The flattened American landscape of minor musicians

Robin Landseadel robinlandseadel at comcast.net
Fri Feb 27 16:34:46 CST 2009


On Feb 27, 2009, at 1:09 PM, rich wrote:

> my peeve is that marsalis and burns have their vision of proper jazz
> (particularly Marsalis)--why is the avant-garde/free jazz movement the
> only form plucked from the mix and ridiculed--it was jarring
> considering the tone of the whole series. they dropped being
> documentarians and became critics

Just spent a session with my music buddy, we heard John Cage : Solo  
for Voice 58 (18 Microtonal Ragas) & Homage to Charles Parker [George  
Lewis, Trombone, Anthony Davis piano, others]
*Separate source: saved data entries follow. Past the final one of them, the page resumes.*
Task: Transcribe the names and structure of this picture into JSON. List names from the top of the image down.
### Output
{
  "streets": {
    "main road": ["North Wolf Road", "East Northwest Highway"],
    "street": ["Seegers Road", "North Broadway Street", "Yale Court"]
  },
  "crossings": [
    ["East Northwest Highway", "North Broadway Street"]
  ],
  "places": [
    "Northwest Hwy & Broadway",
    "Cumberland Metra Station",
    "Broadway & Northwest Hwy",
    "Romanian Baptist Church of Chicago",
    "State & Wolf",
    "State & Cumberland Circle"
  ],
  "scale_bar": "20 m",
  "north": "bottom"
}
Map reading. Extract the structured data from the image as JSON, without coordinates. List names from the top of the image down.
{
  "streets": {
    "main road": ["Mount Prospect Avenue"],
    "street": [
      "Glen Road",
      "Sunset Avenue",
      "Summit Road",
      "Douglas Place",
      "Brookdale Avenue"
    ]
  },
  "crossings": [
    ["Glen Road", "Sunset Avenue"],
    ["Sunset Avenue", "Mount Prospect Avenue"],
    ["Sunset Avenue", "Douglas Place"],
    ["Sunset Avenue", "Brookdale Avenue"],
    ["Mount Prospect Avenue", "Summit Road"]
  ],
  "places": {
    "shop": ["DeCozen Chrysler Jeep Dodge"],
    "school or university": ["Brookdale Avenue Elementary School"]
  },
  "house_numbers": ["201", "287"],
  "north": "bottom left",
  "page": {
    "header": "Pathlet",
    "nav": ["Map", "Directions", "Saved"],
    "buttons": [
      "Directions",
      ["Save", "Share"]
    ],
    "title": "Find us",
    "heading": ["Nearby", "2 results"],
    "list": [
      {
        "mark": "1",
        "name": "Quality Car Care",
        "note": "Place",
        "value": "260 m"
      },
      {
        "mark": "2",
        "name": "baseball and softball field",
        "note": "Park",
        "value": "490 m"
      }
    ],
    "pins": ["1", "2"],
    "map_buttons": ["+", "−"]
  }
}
http://www.otherminds.org/cgi-bin/shop.pl/page=Cageragascd.html/SID=1206037466.16242/buy=1

http://www.amazon.com/Homage-Charles-Parker-George-Lewis/dp/B0000010W6

and as far as I can tell, this sort of stuff is still going on. It's  
not like John Dowland ever had an audience of over 100 listeners, and  
it's not that being in the minority makes you nonexistent. or  
musically unimportant. Just ask Captain Beefheart  and Nick Drake.  
Those brave folks that have made music even weirder than any that Ken  
Burns or Winton Marsalis can suffer were and still are an essential  
part of the history of jazz and other improvisatory musics.